##### DATA UNDER STUDY #####
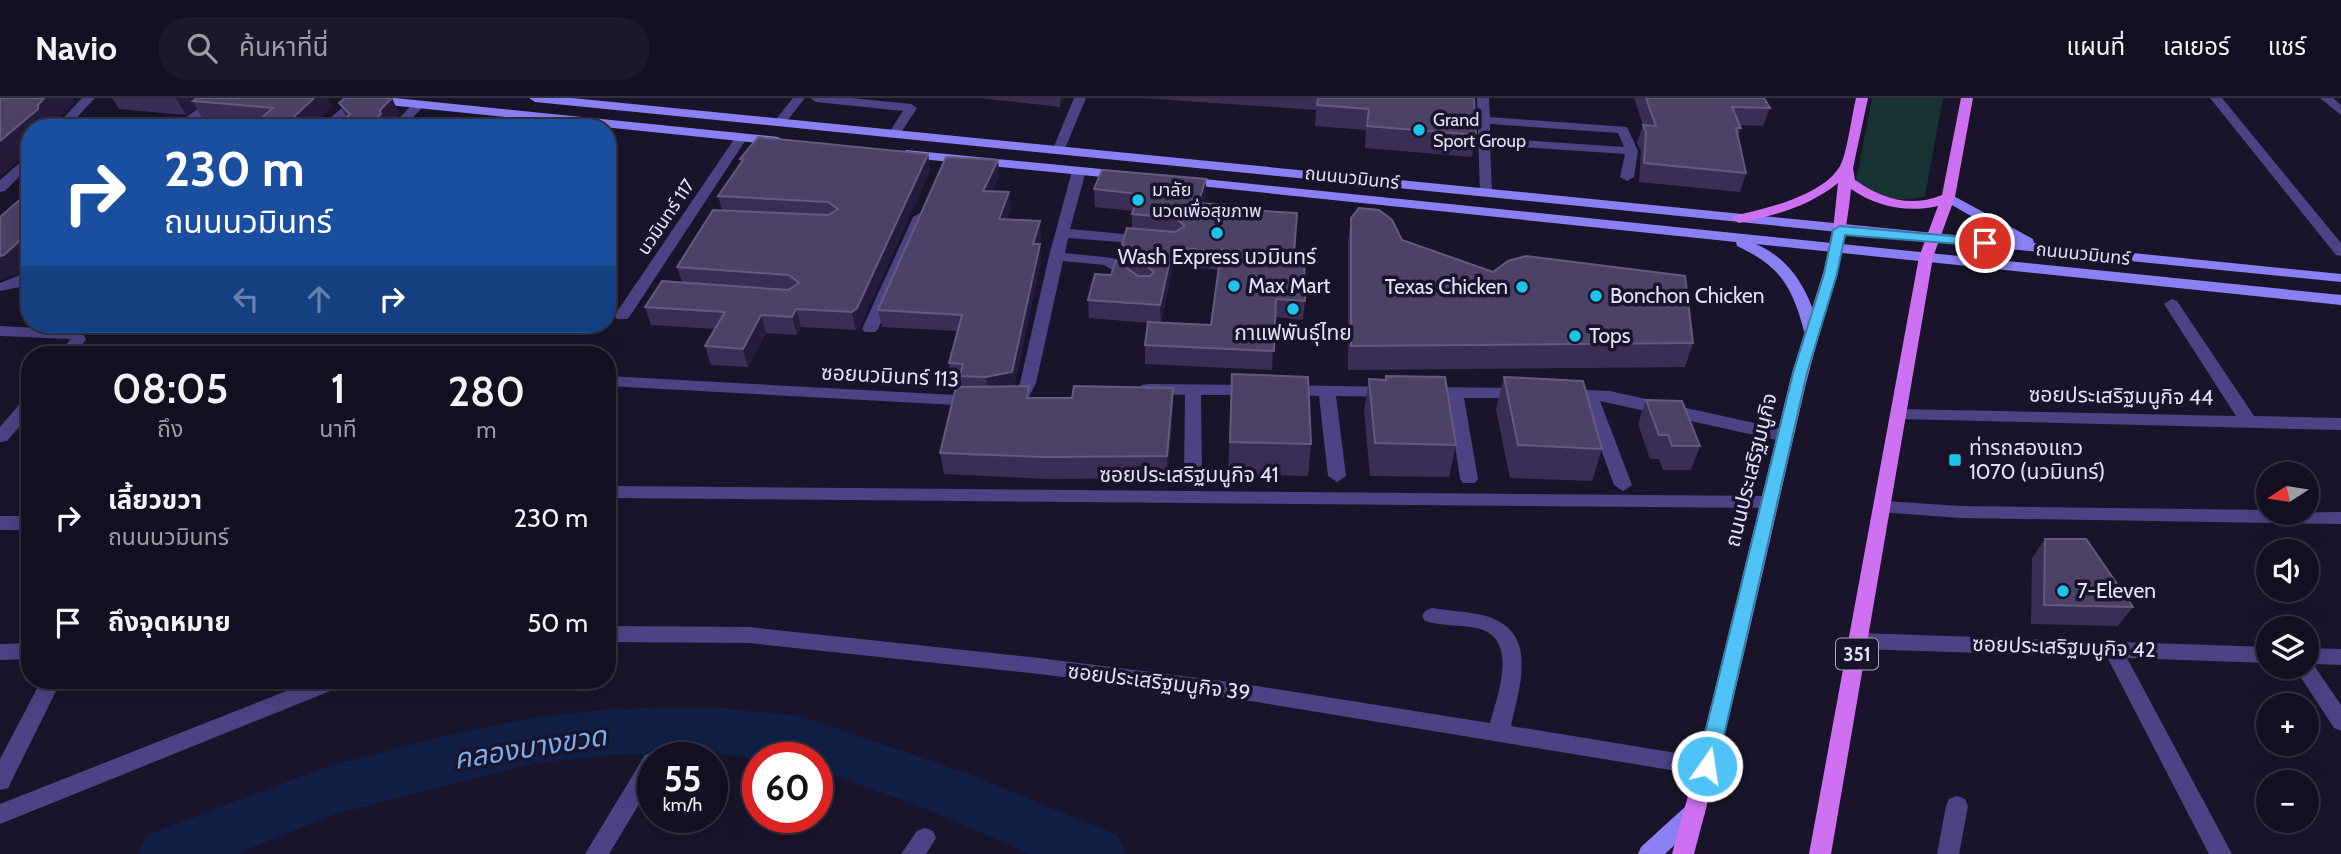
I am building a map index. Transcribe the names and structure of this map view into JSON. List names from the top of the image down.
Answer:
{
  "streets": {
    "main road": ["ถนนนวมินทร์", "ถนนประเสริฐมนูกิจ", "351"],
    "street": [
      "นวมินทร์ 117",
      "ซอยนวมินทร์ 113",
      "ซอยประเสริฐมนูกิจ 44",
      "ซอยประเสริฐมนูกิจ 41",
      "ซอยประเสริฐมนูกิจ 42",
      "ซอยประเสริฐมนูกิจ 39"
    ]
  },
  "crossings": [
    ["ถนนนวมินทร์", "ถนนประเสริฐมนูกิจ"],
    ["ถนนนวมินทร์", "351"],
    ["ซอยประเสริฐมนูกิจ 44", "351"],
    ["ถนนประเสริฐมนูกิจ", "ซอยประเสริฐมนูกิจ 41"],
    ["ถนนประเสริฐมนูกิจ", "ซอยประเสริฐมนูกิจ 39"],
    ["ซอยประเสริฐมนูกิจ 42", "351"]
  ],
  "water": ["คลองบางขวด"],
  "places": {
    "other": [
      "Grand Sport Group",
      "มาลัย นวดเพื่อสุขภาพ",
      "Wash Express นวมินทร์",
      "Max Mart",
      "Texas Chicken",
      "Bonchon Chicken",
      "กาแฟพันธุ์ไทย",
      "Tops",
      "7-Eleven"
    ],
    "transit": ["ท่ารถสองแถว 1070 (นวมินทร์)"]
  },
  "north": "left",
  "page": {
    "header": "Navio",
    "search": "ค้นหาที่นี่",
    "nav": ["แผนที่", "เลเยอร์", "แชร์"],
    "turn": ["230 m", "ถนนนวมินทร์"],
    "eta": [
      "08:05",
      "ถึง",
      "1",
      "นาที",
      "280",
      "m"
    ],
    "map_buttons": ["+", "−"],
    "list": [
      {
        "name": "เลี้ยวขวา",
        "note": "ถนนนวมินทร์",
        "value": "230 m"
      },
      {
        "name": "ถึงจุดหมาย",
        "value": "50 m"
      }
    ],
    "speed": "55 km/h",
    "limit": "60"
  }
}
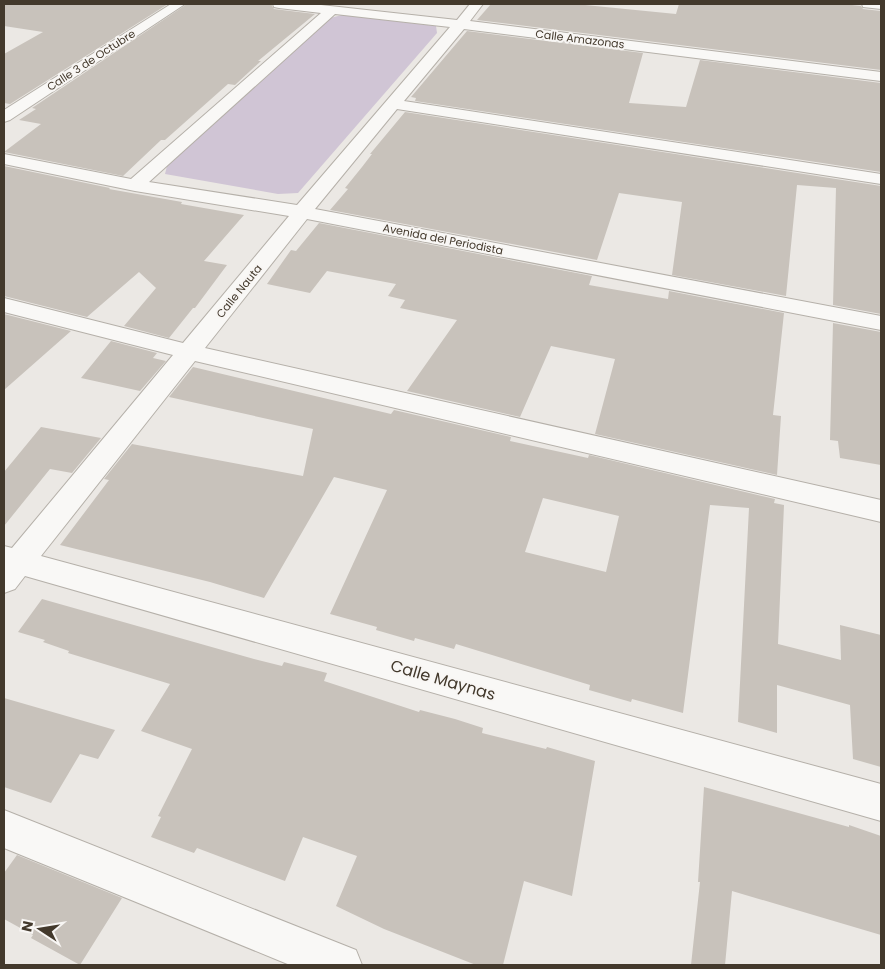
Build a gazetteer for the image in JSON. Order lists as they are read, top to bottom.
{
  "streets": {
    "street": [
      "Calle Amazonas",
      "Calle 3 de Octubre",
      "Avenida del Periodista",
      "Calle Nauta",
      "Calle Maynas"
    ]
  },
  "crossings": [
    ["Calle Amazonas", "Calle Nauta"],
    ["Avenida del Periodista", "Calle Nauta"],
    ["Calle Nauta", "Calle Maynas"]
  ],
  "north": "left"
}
#####
**YOUR OBJECTIVE**:
The full text of the data above, exact and without pictures, is what to return.

**EXERCISE SOLUTION**:
I am building a map index. Transcribe the names and structure of this map view into JSON. List names from the top of the image down.
Answer:
{
  "streets": {
    "main road": ["ถนนนวมินทร์", "ถนนประเสริฐมนูกิจ", "351"],
    "street": [
      "นวมินทร์ 117",
      "ซอยนวมินทร์ 113",
      "ซอยประเสริฐมนูกิจ 44",
      "ซอยประเสริฐมนูกิจ 41",
      "ซอยประเสริฐมนูกิจ 42",
      "ซอยประเสริฐมนูกิจ 39"
    ]
  },
  "crossings": [
    ["ถนนนวมินทร์", "ถนนประเสริฐมนูกิจ"],
    ["ถนนนวมินทร์", "351"],
    ["ซอยประเสริฐมนูกิจ 44", "351"],
    ["ถนนประเสริฐมนูกิจ", "ซอยประเสริฐมนูกิจ 41"],
    ["ถนนประเสริฐมนูกิจ", "ซอยประเสริฐมนูกิจ 39"],
    ["ซอยประเสริฐมนูกิจ 42", "351"]
  ],
  "water": ["คลองบางขวด"],
  "places": {
    "other": [
      "Grand Sport Group",
      "มาลัย นวดเพื่อสุขภาพ",
      "Wash Express นวมินทร์",
      "Max Mart",
      "Texas Chicken",
      "Bonchon Chicken",
      "กาแฟพันธุ์ไทย",
      "Tops",
      "7-Eleven"
    ],
    "transit": ["ท่ารถสองแถว 1070 (นวมินทร์)"]
  },
  "north": "left",
  "page": {
    "header": "Navio",
    "search": "ค้นหาที่นี่",
    "nav": ["แผนที่", "เลเยอร์", "แชร์"],
    "turn": ["230 m", "ถนนนวมินทร์"],
    "eta": [
      "08:05",
      "ถึง",
      "1",
      "นาที",
      "280",
      "m"
    ],
    "map_buttons": ["+", "−"],
    "list": [
      {
        "name": "เลี้ยวขวา",
        "note": "ถนนนวมินทร์",
        "value": "230 m"
      },
      {
        "name": "ถึงจุดหมาย",
        "value": "50 m"
      }
    ],
    "speed": "55 km/h",
    "limit": "60"
  }
}
Build a gazetteer for the image in JSON. Order lists as they are read, top to bottom.
{
  "streets": {
    "street": [
      "Calle Amazonas",
      "Calle 3 de Octubre",
      "Avenida del Periodista",
      "Calle Nauta",
      "Calle Maynas"
    ]
  },
  "crossings": [
    ["Calle Amazonas", "Calle Nauta"],
    ["Avenida del Periodista", "Calle Nauta"],
    ["Calle Nauta", "Calle Maynas"]
  ],
  "north": "left"
}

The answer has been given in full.